Mais le plus fort de ce développement reste encore à venir. Le voici.
« On parle beaucoup de nos jours des maladies comme l’Alzheimer et le Parkinson. De manière analogique, on peut parfois trouver les symptômes de ces maladies jusque dans nos communautés chrétiennes. Par exemple quand nous vivons en myopes dans un présent fugace, oublieux de notre héritage du passé et de nos traditions apostoliques, on pourrait dire que nous souffrons d’un Alzheimer spirituel.

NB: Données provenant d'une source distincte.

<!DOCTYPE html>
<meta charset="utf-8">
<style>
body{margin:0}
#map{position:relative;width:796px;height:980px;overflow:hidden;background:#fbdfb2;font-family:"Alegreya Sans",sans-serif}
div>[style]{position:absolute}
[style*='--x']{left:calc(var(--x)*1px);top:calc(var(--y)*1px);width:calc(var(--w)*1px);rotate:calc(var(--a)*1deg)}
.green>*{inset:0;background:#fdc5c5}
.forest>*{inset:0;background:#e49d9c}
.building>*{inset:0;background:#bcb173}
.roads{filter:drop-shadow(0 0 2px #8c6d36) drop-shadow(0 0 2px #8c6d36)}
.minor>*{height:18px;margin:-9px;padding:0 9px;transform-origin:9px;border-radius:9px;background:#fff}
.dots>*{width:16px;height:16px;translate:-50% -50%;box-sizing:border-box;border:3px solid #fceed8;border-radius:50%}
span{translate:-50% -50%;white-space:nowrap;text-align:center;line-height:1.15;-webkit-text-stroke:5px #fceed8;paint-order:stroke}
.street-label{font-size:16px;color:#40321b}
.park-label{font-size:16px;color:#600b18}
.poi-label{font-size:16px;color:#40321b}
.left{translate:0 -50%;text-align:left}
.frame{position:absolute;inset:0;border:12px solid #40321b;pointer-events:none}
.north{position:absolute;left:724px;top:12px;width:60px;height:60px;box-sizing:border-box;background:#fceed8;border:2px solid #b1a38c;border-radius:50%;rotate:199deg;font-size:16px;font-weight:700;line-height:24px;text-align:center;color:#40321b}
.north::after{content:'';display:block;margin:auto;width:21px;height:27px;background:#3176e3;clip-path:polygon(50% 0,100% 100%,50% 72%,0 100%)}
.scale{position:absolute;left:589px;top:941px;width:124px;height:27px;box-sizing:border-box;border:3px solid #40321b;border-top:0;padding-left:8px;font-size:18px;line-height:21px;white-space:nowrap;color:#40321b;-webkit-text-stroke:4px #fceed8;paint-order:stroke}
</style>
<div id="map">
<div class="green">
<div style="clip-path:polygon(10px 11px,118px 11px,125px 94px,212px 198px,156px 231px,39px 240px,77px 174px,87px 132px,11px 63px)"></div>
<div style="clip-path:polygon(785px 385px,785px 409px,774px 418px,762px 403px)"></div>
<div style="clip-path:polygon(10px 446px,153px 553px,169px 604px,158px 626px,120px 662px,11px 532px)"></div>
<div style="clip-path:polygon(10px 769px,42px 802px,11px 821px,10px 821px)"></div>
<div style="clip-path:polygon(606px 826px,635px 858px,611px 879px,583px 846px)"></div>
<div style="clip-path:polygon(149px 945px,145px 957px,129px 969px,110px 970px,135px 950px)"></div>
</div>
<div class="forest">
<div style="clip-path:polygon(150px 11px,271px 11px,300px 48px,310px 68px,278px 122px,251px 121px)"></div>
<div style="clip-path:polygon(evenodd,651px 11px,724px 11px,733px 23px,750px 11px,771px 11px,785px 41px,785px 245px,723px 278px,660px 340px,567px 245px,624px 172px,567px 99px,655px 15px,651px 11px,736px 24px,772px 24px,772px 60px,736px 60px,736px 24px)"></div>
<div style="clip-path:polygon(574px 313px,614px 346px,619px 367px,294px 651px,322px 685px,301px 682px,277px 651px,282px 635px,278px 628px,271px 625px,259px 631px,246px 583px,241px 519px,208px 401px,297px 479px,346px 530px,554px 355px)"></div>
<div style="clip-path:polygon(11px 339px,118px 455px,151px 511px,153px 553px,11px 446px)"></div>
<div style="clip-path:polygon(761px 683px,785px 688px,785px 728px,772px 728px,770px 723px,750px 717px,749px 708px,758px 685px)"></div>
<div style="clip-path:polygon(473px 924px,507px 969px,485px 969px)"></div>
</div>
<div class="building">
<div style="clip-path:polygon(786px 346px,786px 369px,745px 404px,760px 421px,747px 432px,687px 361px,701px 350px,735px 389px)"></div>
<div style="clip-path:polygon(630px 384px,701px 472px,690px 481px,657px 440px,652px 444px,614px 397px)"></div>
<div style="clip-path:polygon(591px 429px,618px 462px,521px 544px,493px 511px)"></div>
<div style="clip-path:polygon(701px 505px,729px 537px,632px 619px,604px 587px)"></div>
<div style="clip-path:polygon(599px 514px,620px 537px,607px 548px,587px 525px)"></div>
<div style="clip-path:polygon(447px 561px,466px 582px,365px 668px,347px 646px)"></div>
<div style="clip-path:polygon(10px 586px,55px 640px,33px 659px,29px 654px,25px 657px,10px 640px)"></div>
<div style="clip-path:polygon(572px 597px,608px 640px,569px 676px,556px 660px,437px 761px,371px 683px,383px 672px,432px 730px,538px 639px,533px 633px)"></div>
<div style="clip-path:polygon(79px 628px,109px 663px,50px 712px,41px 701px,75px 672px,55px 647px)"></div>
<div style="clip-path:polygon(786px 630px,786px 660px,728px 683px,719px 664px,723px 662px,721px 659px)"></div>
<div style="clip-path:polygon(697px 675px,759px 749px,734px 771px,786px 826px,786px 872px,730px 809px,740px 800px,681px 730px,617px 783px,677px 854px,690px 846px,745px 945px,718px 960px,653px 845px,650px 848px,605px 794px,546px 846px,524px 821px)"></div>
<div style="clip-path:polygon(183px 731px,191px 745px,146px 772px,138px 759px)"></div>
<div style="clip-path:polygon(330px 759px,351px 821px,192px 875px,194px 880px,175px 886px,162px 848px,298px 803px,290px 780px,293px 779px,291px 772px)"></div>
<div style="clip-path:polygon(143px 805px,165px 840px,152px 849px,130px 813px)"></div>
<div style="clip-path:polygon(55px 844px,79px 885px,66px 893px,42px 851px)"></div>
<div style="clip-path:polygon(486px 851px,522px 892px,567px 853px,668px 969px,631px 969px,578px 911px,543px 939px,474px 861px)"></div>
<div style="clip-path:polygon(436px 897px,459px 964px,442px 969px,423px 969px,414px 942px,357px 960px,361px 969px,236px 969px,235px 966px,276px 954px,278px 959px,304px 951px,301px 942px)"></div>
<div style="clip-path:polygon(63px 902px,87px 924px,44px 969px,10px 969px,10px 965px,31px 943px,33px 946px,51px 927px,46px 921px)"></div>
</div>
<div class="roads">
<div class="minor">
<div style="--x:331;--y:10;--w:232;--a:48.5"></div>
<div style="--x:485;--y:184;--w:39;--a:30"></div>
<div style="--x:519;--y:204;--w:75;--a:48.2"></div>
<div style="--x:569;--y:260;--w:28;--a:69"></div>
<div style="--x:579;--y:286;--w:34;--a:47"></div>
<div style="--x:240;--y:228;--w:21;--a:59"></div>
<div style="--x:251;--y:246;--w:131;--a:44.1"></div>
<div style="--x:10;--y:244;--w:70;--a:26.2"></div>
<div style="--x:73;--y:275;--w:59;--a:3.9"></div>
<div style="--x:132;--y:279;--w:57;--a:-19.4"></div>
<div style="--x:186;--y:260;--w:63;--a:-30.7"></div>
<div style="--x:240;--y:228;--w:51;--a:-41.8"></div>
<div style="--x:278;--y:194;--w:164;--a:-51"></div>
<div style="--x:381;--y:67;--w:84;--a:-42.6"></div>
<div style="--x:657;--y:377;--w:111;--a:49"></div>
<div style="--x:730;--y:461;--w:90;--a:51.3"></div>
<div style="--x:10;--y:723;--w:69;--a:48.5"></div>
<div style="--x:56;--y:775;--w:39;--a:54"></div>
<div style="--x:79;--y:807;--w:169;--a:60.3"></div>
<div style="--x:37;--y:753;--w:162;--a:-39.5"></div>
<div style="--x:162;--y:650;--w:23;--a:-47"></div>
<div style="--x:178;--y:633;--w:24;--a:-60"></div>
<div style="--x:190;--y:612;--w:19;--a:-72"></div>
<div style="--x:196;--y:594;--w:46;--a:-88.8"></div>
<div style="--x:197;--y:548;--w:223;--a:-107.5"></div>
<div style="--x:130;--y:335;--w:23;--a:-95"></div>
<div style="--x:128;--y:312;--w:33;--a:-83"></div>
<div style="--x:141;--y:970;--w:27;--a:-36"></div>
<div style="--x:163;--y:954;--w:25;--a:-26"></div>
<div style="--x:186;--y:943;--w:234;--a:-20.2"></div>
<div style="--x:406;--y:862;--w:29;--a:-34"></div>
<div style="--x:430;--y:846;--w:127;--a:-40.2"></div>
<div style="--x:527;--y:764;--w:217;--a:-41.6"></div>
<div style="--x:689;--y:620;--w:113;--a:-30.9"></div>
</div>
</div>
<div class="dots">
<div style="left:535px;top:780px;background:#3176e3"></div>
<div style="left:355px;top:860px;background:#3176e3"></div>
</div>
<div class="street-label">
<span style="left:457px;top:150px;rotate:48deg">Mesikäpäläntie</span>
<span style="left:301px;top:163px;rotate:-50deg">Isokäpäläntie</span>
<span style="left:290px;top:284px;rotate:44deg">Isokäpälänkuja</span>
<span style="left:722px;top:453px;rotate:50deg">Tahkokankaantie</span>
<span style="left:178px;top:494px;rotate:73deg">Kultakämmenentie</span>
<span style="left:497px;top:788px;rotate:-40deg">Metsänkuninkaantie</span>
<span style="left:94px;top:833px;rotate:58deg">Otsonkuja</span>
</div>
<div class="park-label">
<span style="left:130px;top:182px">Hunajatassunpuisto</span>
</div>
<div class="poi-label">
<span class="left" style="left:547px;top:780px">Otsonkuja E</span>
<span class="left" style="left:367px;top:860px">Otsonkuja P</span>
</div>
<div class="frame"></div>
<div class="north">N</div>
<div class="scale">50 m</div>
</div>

De même, quand nous nous conduisons de manière désordonnée, allant notre chemin selon notre caprice sans aucune coordination entre la tête et les autres membres de la communauté, on pourrait qualifier cela de Parkinson ecclésial ».
Je crois qu’aucun commentaire ne s’impose…

3. Le cardinal Dias va terminer  son discours. Il “apostrophe” directement les évêques anglicans assemblés : « Le rôle de berger auquel les évêques sont appelés dans l’Église exige de leur part de toujours savoir discerner si leurs entreprises pastorales sont inspirées par Dieu, ou motivées par des critères humains, ou provoquées par le Malin ». Et pour conclure, le cardinal va, après avoir invoqué la bénédiction du Tout Puissant sur la Communion anglicane et la Conférence de Lambeth, par l’intercession de la Bienheureuse Vierge Marie, des Anges et des Saints – dont, évidemment, les saints martyrs catholiques  victimes de l’Église d’Angleterre… – évoquer une fois encore le vénérable cardinal Newman « figure importante tant pour les anglicans que les catholiques » – dans la mesure même où il montre qu’un anglican peut devenir catholique ? –, en citant un extrait d’un poème du futur bienheureux, dont le sens est véritablement sans équivoque encore une fois dans le contexte :

Lead, kindly Light, amid th’encircling gloom,
Lead Thou me on !
The night is dark, and I am far from home :
Lead Thou me on !
Keep Thou my feet : I do not ask to see the distant scene :
One step enough for me.

Un pas suffit (one step enough) pour s’approcher de la maison (home = Rome) guidé par l’aimable Lumière (kindly Light) qui attire à Elle (Lead Thou me on) ceux qui se trouvent environné par l’obscurité (encircling gloom) et dans les ténèbres de la nuit (The night is dark). Je ne crois pas beaucoup forcer le texte…

[1] Le cardinal Dias se livre ici à un jeu de mots intraduisible en français : le monde d’aujourd’hui a besoin de « Christian apologists, not apologizers » (le verbe to apologize signifie s’excuser et possède la même racine que le substantif apologist qui signifie apologiste comme en français ou défenseur).